MapConfig config = MapConfig.builder()
    .completionConfig(CompletionConfig.builder()
        .minSuccessful(15)           // Succeed if at least 15 items succeed
        .toleratedFailureCount(5)    // Fail after 5 failures
        .build())
    .build();

MapResult<ProcessedItem> results = context.map(
    "process-items",
    items,
    (ctx, item, index) -> {
        // Processing that might fail
        if (item % 7 == 0) {
            throw new RuntimeException("Item " + item + " failed");
        }
        return new ProcessedItem(item, true);
    },
    config
);

return results.getResults();

Using context operations in map functions

Call steps, waits, or other operations inside map functions:

// Coming soon...
from aws_durable_execution_sdk_python import durable_step, StepContext

@durable_step
def fetch_user_data(step_context: StepContext, user_id: str) -> dict:
    """Fetch user data from external service."""
    return {"user_id": user_id, "name": "Jane Doe", "email": "jane_doe@example.com"}

@durable_step
def send_notification(step_context: StepContext, user: dict) -> dict:
    """Send notification to user."""
    return {"sent": True, "email": user["email"]}

def process_user(
    context: DurableContext,
    user_id: str,
    index: int,
    user_ids: list[str]
) -> dict:
    """Process a user by fetching data and sending notification."""
    # Use steps within the map function
    user = context.step(fetch_user_data(user_id))
    notification = context.step(send_notification(user))
    return {"user_id": user_id, "notification_sent": notification["sent"]}

@durable_execution
def handler(event: dict, context: DurableContext) -> dict:
    """Process multiple users using context operations within map functions."""
    user_ids = ["user_1", "user_2", "user_3"]

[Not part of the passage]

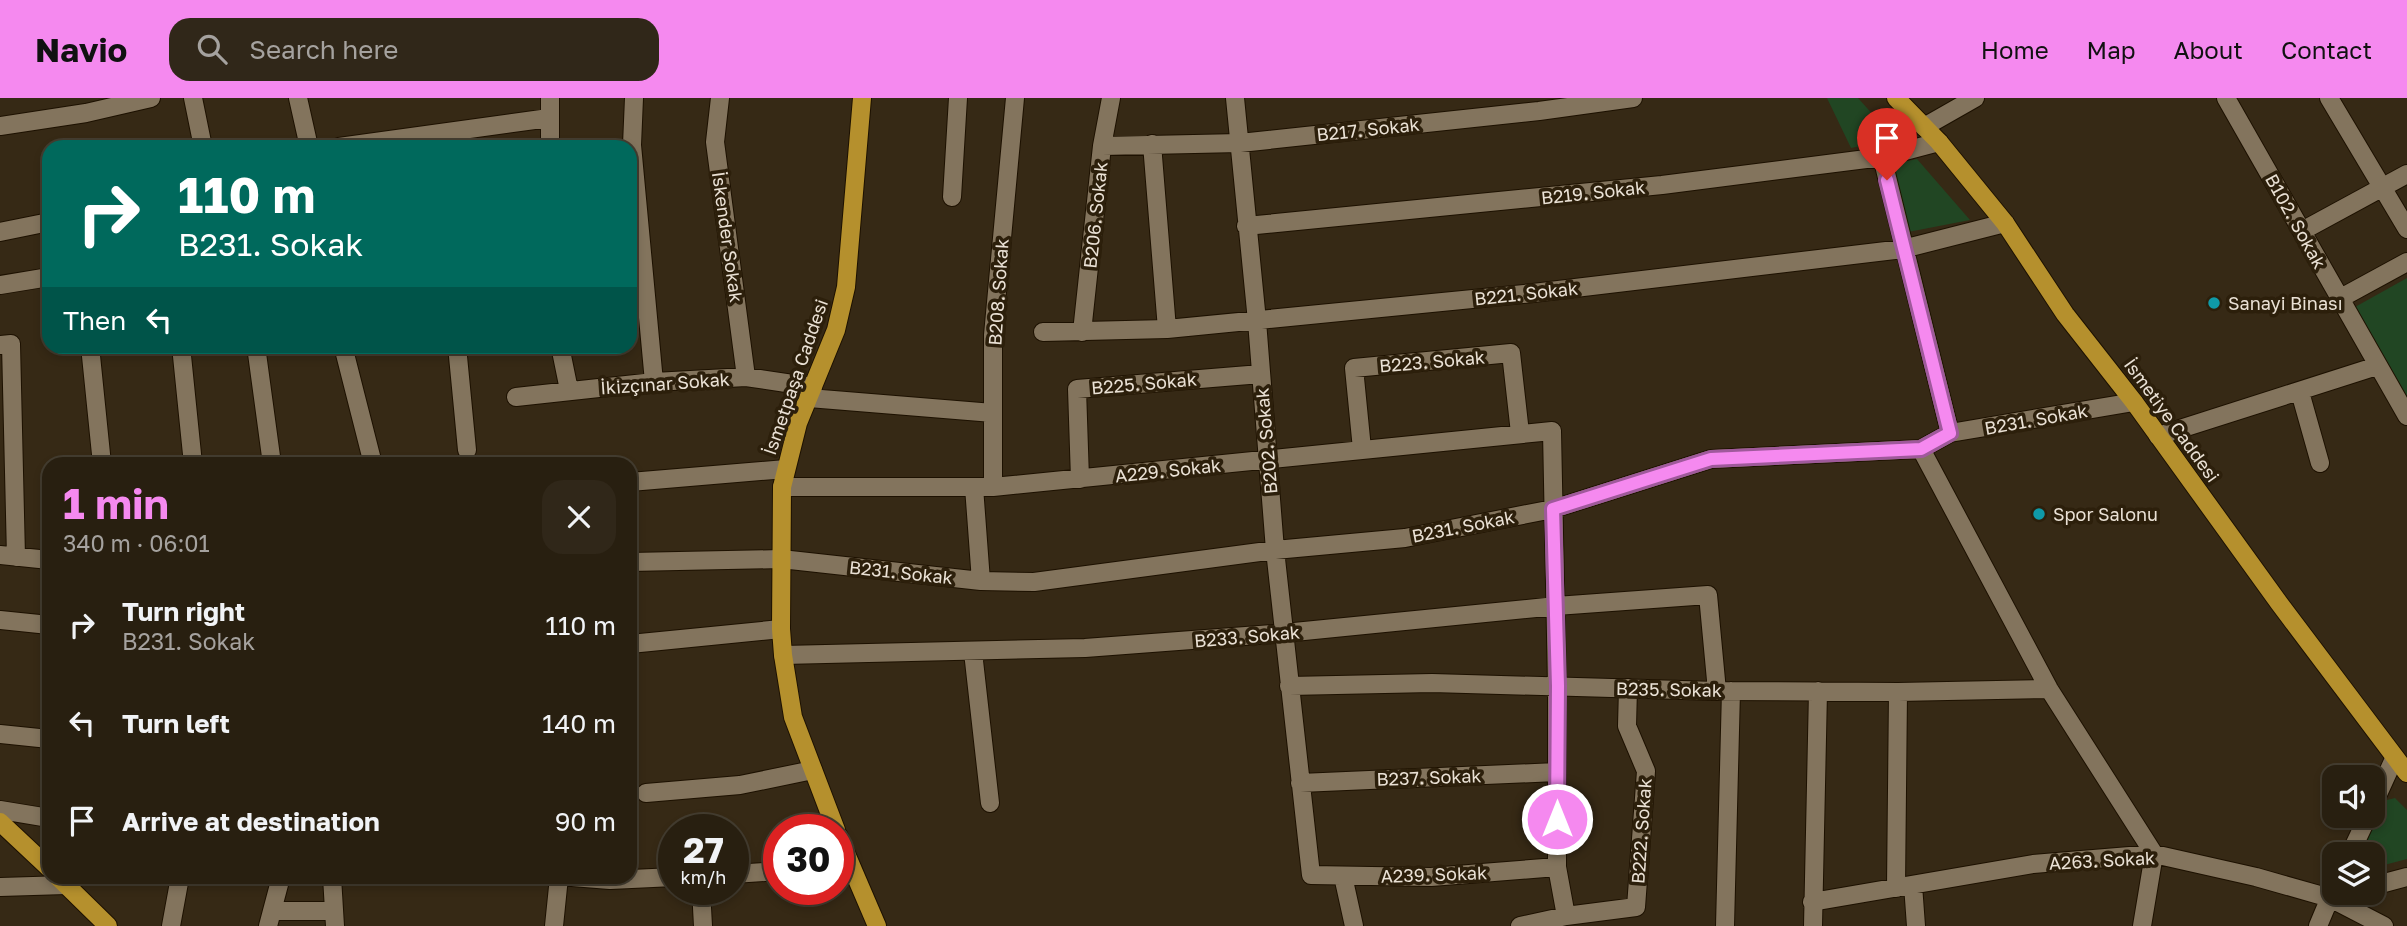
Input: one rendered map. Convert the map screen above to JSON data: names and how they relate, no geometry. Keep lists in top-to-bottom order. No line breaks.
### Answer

    result = context.map(user_ids, process_user)
    # Convert to dict for JSON serialization (BatchResult is not JSON serializable)
    return result.to_dict()
// Coming soon...

Filtering and transforming results

Access individual results from the BatchResult:

// Coming soon...
def check_inventory(
    context: DurableContext,
    product_id: str,
    index: int,
    products: list[str]
) -> dict:
    """Check if a product is in stock."""
    # Check if product is in stock
    return {"product_id": product_id, "in_stock": True, "quantity": 10}

@durable_execution
def handler(event: dict, context: DurableContext) -> list[str]:
    product_ids = ["prod_1", "prod_2", "prod_3", "prod_4"]

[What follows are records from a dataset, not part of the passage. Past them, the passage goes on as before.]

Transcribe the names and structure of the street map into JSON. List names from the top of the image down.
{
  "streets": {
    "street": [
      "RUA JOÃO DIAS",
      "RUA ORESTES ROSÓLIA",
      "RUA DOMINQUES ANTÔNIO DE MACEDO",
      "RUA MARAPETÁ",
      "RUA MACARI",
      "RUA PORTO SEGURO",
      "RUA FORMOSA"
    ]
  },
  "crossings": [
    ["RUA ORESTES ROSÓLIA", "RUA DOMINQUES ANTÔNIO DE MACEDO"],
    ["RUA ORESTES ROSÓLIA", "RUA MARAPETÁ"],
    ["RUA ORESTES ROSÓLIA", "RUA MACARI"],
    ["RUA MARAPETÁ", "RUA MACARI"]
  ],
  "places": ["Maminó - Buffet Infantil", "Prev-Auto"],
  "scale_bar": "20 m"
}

    # Get all inventory results
    batch_result = context.map(product_ids, check_inventory)

    # Filter to only in-stock products
    in_stock = [
        r.result["product_id"]
        for r in batch_result.results
        if r.result["in_stock"]
    ]

    return in_stock
// Coming soon...

↑ Back to top

Best practices

Use descriptive names - Name your map operations for easier debugging: context.map(items, process_item, name="process_orders").

Control concurrency for external calls - When calling external APIs, use max_concurrency to avoid rate limits.

Define completion criteria - Use CompletionConfig to specify when the operation should succeed or fail.

Keep map functions focused - Each map function should process one item. Don't mix collection iteration with item processing.

Use context operations - Call steps, waits, or other operations inside map functions for complex processing.

Handle errors gracefully - Wrap error-prone code in try-except blocks or use completion criteria to tolerate failures.

Consider collection size - For very large collections (10,000+ items), consider processing in chunks.

Monitor memory usage - Large collections create many checkpoints. Monitor Lambda memory usage.

Return only necessary data - Large result objects increase checkpoint size. Return minimal data from map functions.

↑ Back to top

Performance tips

Parallel execution is automatic - Items execute concurrently by default. Don't try to manually parallelize.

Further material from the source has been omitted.